Call of Duty: Black Ops Cold War
- Murray Robertson
- 16 November 2020
A brilliant campaign ushers Call of Duty into the new age of consoles
It was never going to be easy to follow up last year's Call of Duty: Modern Warfare, a stunning reboot of the 2007 masterpiece. But developer Raven has risen to the challenge with this brand new chapter in their Black Ops sub-series, set at the height of tensions between the US and the Soviet Union in the early 1980s.
Nostalgia is a key ingredient in Cold War and, following on from TV series Chernobyl's painstakingly evocative production design, Raven have gone to town with their atmospheric recreations of Eastern Europe, particularly East Berlin and the Soviet KGB headquarters. The latter plays host to the game's best mission, a thrilling Hitman/Metal Gear Solid-inspired infiltration behind enemy lines, complete with vent-crawling, stealthy takedowns and tactical corpse disposal. Other influences are more unexpected: a flashback to Vietnam bafflingly pays homage to the unreliable narrator found in indie walking simulator The Stanley Paradox.
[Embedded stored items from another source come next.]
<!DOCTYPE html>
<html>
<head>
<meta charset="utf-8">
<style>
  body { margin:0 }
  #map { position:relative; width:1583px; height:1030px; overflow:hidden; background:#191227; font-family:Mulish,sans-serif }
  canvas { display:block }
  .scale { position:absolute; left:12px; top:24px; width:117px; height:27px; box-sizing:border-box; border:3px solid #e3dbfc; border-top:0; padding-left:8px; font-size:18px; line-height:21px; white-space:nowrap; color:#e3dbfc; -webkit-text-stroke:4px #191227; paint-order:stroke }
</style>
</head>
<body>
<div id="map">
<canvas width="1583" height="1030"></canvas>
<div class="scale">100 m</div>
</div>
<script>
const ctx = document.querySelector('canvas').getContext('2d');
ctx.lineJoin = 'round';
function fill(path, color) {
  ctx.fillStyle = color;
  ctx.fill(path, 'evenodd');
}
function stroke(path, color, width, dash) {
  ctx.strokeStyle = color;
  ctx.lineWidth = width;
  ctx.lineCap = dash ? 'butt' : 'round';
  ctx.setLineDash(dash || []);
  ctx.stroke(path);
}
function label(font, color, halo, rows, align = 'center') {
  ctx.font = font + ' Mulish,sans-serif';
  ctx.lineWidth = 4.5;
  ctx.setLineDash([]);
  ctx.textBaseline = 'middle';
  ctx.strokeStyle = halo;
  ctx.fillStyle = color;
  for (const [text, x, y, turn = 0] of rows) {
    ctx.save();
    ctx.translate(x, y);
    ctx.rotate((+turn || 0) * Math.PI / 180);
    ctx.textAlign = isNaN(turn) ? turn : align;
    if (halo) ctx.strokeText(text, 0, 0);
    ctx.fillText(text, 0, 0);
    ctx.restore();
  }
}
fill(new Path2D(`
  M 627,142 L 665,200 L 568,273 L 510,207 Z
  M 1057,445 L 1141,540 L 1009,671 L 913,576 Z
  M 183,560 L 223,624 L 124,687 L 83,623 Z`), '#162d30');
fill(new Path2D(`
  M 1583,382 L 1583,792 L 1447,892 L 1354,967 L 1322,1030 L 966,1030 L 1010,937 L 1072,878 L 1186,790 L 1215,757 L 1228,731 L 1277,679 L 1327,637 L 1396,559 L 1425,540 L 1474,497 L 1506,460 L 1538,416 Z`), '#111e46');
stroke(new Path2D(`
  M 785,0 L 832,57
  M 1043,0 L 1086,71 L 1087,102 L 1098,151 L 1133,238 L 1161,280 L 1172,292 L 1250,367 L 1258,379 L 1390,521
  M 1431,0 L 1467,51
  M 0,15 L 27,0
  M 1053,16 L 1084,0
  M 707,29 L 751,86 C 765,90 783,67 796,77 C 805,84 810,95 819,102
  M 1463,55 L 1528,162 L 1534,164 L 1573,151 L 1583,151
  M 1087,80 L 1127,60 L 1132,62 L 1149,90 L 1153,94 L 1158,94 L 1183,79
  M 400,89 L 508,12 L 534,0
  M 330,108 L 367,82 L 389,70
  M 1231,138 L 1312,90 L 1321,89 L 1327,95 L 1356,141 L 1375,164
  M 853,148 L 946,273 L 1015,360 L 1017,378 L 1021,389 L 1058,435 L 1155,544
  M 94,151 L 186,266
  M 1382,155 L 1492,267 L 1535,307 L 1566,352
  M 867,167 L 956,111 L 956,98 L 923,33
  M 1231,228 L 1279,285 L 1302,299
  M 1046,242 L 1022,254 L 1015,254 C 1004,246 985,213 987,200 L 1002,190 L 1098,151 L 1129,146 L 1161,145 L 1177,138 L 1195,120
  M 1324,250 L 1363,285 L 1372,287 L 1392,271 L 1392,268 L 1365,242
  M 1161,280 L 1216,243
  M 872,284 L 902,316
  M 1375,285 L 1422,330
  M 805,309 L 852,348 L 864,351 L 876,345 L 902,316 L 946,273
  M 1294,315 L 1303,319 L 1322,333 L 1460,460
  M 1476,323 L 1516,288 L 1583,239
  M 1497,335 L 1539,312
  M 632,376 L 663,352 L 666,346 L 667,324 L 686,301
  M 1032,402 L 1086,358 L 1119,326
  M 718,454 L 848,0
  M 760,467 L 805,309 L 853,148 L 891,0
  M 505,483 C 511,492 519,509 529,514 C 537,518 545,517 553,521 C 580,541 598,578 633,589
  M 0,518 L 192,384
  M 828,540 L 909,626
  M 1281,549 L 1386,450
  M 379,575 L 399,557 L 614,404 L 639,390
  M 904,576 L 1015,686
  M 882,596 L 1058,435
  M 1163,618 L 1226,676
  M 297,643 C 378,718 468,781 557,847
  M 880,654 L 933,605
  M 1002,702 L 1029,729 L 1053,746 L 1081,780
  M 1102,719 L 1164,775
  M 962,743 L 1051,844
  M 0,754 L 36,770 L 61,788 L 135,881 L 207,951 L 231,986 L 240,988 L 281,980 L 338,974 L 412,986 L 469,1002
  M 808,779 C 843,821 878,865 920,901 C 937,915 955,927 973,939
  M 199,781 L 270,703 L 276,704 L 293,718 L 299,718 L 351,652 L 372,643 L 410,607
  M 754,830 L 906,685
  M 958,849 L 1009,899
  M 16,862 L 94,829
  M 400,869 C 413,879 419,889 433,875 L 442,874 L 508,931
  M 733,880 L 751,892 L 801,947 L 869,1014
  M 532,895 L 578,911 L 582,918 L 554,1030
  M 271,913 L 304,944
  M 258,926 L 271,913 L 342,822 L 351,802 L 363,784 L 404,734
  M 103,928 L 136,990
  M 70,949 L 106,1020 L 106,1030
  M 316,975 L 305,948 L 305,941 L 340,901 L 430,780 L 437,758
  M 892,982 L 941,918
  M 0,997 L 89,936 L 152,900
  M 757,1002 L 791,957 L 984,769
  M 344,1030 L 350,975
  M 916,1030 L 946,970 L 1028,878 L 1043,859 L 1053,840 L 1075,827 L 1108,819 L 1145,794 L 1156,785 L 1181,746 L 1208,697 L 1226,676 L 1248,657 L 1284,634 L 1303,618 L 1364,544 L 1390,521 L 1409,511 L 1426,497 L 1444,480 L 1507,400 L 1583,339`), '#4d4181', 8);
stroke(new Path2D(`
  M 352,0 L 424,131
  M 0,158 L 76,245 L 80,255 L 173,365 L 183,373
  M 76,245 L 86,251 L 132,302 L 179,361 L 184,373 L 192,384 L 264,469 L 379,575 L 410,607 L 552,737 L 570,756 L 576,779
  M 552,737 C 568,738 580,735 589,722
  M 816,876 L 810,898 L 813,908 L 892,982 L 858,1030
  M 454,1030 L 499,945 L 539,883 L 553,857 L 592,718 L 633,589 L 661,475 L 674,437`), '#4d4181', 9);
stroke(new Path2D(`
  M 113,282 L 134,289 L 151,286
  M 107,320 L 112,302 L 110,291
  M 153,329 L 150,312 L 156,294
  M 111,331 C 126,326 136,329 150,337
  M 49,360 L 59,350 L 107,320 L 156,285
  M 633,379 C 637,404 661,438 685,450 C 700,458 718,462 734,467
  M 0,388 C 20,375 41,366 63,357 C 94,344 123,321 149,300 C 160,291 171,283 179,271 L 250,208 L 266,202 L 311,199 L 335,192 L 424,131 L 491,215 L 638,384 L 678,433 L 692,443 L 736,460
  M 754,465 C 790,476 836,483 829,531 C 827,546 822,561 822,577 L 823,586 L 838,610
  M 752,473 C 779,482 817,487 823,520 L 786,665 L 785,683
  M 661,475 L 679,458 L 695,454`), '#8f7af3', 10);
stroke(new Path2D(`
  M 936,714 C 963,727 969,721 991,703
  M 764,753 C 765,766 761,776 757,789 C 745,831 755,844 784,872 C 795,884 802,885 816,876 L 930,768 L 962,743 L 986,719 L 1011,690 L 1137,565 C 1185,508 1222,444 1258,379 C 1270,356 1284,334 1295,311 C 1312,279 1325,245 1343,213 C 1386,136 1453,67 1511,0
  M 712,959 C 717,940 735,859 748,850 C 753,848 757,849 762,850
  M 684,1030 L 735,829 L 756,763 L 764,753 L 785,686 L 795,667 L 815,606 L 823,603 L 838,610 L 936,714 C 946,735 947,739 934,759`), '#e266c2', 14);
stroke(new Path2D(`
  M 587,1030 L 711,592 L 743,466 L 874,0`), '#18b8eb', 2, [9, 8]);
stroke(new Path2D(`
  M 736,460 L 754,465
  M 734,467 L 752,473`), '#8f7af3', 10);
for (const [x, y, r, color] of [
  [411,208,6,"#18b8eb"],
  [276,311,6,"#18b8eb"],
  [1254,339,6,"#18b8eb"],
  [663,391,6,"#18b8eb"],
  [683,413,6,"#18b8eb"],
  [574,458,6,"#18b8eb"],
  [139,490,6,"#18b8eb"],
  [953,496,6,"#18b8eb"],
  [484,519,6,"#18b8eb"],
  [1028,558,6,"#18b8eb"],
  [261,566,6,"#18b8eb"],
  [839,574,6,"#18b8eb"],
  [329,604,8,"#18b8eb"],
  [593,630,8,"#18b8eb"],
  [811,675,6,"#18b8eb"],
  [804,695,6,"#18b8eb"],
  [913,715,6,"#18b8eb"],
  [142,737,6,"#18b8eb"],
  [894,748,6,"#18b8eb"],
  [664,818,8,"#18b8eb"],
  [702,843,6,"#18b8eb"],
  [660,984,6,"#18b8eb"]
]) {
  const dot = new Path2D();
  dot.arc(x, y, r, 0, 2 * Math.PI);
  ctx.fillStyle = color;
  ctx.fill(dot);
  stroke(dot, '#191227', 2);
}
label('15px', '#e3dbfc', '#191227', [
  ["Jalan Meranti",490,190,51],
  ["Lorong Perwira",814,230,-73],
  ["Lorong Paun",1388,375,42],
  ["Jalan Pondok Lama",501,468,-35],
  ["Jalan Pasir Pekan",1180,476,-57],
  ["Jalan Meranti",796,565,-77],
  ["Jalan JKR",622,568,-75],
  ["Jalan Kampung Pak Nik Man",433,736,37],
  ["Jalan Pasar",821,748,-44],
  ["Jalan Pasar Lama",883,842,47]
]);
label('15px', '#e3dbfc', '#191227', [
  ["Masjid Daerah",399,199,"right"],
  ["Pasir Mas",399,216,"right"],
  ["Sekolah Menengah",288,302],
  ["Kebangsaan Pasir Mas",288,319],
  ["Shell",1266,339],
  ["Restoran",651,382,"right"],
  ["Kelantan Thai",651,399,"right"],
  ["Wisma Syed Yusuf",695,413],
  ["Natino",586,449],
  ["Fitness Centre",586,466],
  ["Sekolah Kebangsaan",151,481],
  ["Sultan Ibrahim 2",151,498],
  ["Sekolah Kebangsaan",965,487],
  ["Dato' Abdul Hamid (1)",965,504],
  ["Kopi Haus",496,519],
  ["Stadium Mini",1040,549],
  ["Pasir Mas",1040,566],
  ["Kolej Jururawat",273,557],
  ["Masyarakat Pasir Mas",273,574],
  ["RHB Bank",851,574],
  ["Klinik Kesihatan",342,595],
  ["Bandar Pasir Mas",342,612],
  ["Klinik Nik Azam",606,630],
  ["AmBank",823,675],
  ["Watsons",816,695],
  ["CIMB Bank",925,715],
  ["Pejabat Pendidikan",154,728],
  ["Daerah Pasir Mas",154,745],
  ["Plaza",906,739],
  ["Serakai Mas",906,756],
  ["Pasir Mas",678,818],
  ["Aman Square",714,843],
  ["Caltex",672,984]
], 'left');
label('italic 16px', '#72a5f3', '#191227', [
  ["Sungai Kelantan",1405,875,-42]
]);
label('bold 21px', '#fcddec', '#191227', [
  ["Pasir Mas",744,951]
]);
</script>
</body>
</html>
Before each mission, you get to hang out in a safe house with your international crew of soldiers (in keeping with the tone of the era, the chief is a dead ringer for Robert Redford). It's here that the game introduces subtle RPG elements, another oddity for the series. Later on, you'll make some choices which significantly alter the course of the game; it's an interesting addition to a series in which the protagonist's role has always been strictly preordained.
The real Cold War was so-called due to its lack of military action, so it's entirely fitting that there are vast swathes of the game where not a shot is fired, something hitherto anathema to Call of Duty. That said, there are missions that involve practically genocidal levels of carnage as the game throws enemy avatars into your cross hairs with gleeful abandon. Enemy AI has never been a Call of Duty strong point, and so it continues. While there's a surprisingly small range of arms at your disposal, the series' audio/visual weapon feedback is as strong and punchy as ever.
It's just a shame that it's all over so quickly, particularly as the multiplayer is disappointingly sparse. To be fair, it only feels meagre thanks to the continuing success of last year's Warzone, the free-to-play Call of Duty battle royale which Activision is wisely keeping in place (we really were spoiled with that bumper package). Otherwise, Cold War offers the usual multiplayer runaround (with a relatively simple 1980s arsenal) and multiplayer developer Treyarch's signature zombie mode.
Cold War is a brilliant – if short – campaign, and it boldly ushers Call of Duty into the new age of consoles with typically gorgeous presentation and a fun, twisty tale that joyfully exploits the entrenched paranoia of its novel setting.